Exercise brief: Needed from the data below: all lines that contain the word "textAlign".

Items listed in a dataset:
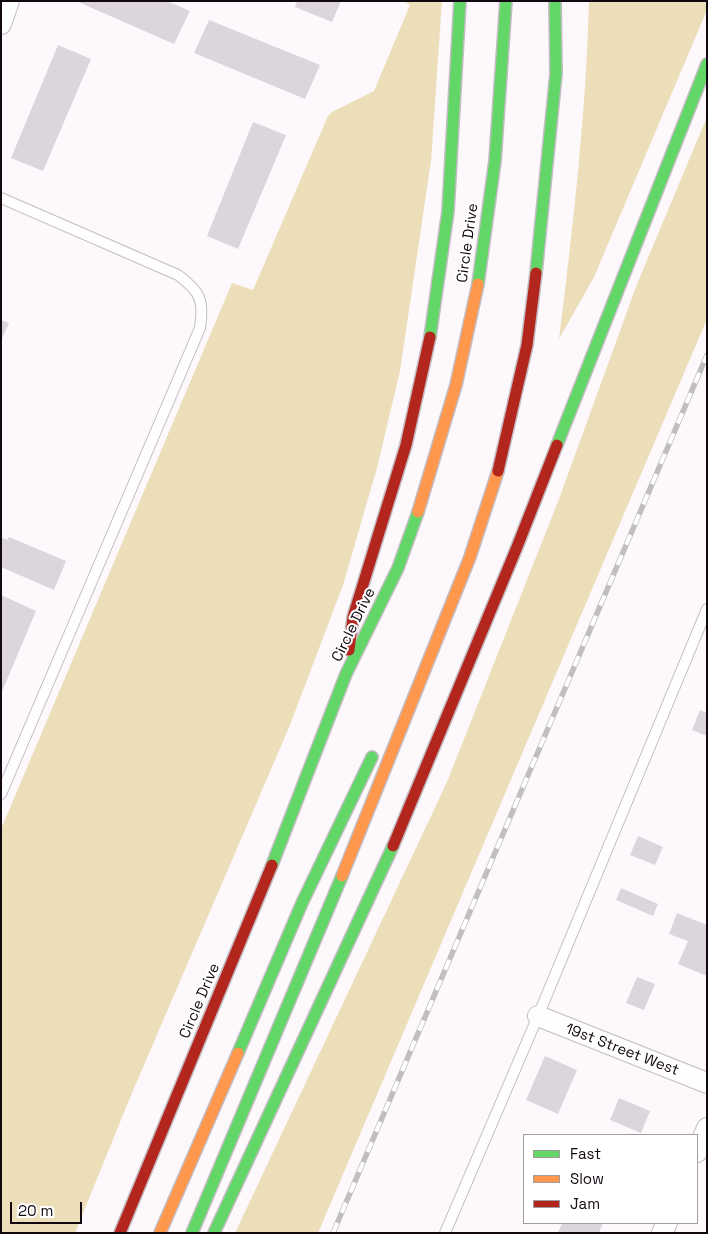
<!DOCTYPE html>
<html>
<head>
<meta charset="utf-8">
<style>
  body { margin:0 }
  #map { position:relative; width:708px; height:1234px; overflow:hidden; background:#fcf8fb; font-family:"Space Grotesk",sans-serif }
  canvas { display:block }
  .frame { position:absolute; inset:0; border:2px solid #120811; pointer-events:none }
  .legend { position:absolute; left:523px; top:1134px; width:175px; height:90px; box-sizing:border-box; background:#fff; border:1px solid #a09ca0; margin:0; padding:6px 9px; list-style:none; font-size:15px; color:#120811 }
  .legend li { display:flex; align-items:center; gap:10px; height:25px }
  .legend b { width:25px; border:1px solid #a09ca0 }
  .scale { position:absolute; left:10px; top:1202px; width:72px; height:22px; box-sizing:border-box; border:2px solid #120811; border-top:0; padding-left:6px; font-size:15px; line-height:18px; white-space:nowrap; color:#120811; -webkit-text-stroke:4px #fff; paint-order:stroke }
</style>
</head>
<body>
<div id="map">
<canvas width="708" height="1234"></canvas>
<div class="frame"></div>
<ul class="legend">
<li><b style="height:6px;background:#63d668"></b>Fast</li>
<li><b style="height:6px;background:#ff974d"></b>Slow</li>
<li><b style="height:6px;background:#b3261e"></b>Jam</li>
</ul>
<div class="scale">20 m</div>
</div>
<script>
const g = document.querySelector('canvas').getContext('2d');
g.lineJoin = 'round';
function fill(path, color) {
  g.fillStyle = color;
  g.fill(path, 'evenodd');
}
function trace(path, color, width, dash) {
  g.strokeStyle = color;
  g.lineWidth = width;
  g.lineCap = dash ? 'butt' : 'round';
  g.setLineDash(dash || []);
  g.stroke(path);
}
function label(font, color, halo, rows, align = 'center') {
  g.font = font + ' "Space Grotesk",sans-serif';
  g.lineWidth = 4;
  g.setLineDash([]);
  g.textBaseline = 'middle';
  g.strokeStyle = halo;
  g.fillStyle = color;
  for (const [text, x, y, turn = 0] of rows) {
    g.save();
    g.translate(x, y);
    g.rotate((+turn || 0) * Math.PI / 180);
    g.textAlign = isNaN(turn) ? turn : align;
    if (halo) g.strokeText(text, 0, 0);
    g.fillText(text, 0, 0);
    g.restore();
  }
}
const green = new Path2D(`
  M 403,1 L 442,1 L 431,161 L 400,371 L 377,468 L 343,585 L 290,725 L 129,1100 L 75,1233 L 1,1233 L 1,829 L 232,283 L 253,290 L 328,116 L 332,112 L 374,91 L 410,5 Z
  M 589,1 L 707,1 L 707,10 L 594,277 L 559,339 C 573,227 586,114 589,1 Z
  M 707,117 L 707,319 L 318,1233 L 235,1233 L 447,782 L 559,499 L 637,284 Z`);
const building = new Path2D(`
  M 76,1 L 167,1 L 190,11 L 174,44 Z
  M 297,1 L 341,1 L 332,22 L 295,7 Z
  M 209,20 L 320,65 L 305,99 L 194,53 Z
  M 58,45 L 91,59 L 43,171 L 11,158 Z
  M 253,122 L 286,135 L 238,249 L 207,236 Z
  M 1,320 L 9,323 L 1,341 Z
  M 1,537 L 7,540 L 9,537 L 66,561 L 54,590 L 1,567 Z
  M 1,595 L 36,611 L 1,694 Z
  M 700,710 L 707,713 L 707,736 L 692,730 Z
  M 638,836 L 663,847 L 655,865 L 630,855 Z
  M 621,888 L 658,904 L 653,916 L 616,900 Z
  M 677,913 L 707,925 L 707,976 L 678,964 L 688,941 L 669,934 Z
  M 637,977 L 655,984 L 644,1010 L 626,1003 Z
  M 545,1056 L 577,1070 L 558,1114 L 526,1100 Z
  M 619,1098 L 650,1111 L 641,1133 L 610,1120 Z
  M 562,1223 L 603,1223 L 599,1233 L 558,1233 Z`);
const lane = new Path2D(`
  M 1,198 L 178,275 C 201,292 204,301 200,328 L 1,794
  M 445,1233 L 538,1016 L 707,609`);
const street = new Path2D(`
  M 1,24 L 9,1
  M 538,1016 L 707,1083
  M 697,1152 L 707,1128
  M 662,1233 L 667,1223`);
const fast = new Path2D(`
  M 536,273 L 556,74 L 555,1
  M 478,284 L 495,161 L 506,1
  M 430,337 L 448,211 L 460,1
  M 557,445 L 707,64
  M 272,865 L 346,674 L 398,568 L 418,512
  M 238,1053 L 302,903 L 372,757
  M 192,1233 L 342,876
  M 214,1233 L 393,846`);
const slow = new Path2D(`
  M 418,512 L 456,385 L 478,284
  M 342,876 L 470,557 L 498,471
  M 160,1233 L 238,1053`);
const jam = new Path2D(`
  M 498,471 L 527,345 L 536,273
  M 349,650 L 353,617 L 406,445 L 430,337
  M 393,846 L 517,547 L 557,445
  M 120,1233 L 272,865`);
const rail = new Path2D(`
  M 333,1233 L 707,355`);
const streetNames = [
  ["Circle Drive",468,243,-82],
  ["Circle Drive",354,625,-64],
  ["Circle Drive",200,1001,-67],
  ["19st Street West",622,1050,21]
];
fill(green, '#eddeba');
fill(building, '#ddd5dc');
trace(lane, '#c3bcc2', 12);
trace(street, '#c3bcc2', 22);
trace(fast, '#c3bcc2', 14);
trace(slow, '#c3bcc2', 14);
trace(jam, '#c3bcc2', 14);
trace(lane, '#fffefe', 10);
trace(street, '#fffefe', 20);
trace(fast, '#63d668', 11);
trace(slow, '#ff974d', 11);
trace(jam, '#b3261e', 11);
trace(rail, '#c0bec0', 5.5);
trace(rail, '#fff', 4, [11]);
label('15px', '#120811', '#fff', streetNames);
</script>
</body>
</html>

==

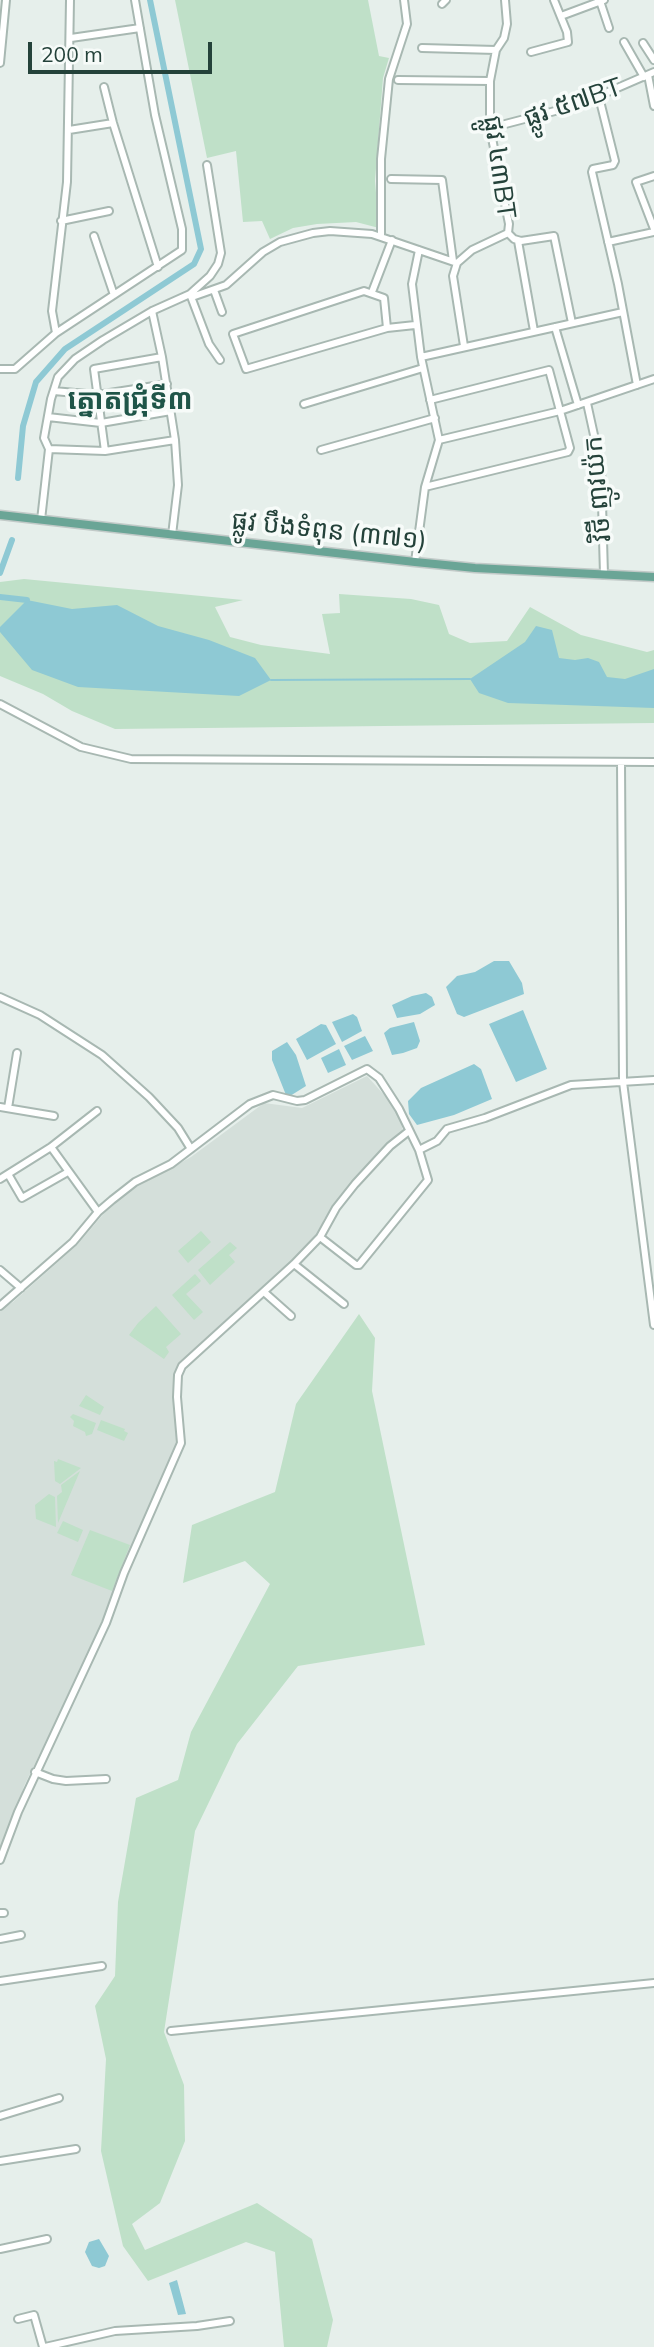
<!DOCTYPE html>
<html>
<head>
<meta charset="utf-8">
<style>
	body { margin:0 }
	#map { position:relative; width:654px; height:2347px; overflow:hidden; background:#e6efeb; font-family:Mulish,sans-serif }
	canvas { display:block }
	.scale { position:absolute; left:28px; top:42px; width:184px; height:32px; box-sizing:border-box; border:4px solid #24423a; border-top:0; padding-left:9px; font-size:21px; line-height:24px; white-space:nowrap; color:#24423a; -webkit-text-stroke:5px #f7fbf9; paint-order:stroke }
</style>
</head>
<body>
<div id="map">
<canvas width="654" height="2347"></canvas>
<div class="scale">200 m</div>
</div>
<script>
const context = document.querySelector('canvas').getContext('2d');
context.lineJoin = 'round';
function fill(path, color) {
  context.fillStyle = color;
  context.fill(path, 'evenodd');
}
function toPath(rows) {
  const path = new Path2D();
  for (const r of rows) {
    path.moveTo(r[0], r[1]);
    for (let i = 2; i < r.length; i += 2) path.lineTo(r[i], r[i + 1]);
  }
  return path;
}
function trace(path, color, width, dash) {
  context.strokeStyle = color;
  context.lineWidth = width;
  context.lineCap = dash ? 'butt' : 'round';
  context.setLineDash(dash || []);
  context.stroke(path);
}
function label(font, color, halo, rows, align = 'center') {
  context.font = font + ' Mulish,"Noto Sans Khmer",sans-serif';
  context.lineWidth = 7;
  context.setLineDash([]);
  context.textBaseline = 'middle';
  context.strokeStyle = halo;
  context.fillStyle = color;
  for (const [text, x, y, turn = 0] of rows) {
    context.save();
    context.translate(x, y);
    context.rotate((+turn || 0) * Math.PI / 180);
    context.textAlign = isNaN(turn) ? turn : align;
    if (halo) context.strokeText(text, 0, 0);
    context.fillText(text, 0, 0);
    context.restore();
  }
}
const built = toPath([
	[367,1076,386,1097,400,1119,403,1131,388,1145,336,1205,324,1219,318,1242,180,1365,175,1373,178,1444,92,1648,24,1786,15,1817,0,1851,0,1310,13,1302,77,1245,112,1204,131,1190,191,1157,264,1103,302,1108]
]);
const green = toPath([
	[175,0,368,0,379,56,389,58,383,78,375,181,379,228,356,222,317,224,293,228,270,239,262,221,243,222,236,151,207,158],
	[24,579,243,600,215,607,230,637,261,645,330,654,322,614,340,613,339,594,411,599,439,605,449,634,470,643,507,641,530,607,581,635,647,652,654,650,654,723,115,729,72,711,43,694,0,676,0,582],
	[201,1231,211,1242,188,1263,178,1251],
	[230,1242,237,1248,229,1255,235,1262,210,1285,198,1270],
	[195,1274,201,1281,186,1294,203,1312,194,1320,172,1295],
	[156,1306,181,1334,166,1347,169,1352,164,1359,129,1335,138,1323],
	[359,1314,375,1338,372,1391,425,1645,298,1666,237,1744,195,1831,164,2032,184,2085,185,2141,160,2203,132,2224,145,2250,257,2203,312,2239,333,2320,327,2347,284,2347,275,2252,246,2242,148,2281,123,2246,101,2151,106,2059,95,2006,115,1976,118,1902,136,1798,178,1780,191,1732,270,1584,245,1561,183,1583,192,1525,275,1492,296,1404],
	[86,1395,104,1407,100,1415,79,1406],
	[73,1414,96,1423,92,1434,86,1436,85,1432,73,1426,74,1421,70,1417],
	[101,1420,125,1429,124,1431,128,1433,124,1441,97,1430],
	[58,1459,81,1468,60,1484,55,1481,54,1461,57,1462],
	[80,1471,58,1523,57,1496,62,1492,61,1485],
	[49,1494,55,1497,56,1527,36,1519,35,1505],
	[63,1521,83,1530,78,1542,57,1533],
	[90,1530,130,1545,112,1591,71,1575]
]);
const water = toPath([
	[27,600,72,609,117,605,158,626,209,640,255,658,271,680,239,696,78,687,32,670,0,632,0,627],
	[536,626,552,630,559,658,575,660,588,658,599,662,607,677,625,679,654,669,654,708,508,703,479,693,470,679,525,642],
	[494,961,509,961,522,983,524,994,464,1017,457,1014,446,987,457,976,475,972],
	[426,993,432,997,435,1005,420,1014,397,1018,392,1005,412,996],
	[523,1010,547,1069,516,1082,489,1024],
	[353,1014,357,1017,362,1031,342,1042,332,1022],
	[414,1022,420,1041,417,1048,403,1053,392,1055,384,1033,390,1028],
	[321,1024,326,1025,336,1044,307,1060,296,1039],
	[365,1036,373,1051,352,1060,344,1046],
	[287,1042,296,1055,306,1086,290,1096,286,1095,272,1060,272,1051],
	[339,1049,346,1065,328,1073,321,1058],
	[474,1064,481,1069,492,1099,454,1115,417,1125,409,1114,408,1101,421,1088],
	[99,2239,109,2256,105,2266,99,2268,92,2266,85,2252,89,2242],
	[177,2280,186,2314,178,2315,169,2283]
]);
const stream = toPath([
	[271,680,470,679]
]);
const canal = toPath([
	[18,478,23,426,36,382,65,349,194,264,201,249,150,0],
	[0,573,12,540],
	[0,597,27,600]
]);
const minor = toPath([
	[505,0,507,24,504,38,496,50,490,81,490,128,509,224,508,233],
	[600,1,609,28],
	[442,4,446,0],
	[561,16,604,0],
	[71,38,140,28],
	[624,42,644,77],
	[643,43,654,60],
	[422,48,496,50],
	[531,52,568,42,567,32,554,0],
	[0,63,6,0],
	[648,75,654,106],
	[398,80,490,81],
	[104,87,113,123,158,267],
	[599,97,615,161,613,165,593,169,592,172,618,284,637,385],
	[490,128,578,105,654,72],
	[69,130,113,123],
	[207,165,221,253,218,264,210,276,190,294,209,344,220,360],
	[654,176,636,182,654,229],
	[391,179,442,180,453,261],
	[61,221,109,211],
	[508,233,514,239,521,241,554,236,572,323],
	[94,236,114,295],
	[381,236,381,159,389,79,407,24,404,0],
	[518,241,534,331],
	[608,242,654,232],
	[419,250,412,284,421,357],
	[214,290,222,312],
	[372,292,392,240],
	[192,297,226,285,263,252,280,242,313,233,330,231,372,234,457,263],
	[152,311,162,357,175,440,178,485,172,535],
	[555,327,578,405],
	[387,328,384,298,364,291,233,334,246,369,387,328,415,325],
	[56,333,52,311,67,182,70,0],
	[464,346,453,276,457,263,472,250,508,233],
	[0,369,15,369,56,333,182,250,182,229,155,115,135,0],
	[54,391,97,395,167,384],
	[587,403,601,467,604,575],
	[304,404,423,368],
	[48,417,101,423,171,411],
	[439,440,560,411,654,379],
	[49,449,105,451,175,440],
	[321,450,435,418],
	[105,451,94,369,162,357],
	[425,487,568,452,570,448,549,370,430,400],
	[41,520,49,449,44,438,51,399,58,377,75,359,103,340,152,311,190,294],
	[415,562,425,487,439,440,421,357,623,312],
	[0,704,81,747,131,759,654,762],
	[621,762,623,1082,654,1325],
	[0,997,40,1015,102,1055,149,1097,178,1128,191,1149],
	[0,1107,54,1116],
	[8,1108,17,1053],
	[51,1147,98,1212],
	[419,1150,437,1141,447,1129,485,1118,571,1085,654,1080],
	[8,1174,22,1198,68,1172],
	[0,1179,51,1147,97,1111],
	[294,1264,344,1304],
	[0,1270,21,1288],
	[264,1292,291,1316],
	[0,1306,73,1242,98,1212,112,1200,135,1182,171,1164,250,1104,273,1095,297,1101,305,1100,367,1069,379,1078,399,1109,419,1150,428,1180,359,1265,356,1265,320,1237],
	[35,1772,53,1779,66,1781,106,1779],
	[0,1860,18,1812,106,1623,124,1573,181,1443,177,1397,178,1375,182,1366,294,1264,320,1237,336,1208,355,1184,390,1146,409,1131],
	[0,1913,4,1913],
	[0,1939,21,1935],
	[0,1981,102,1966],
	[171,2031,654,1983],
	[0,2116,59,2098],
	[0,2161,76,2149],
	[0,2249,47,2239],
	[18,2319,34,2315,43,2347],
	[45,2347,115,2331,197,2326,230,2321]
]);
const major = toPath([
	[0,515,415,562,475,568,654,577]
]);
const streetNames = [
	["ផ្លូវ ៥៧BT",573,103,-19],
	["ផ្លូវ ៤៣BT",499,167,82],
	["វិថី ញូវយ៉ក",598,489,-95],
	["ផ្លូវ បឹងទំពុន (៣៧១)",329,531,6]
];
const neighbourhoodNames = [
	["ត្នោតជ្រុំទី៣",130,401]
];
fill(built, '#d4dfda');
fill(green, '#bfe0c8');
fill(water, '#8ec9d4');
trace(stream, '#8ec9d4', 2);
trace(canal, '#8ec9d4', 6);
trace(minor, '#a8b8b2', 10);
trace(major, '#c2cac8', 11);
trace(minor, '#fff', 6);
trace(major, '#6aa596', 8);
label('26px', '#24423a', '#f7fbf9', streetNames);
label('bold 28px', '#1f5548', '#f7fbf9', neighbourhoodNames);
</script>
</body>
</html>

Solution:
    g.textAlign = isNaN(turn) ? turn : align;
    context.textAlign = isNaN(turn) ? turn : align;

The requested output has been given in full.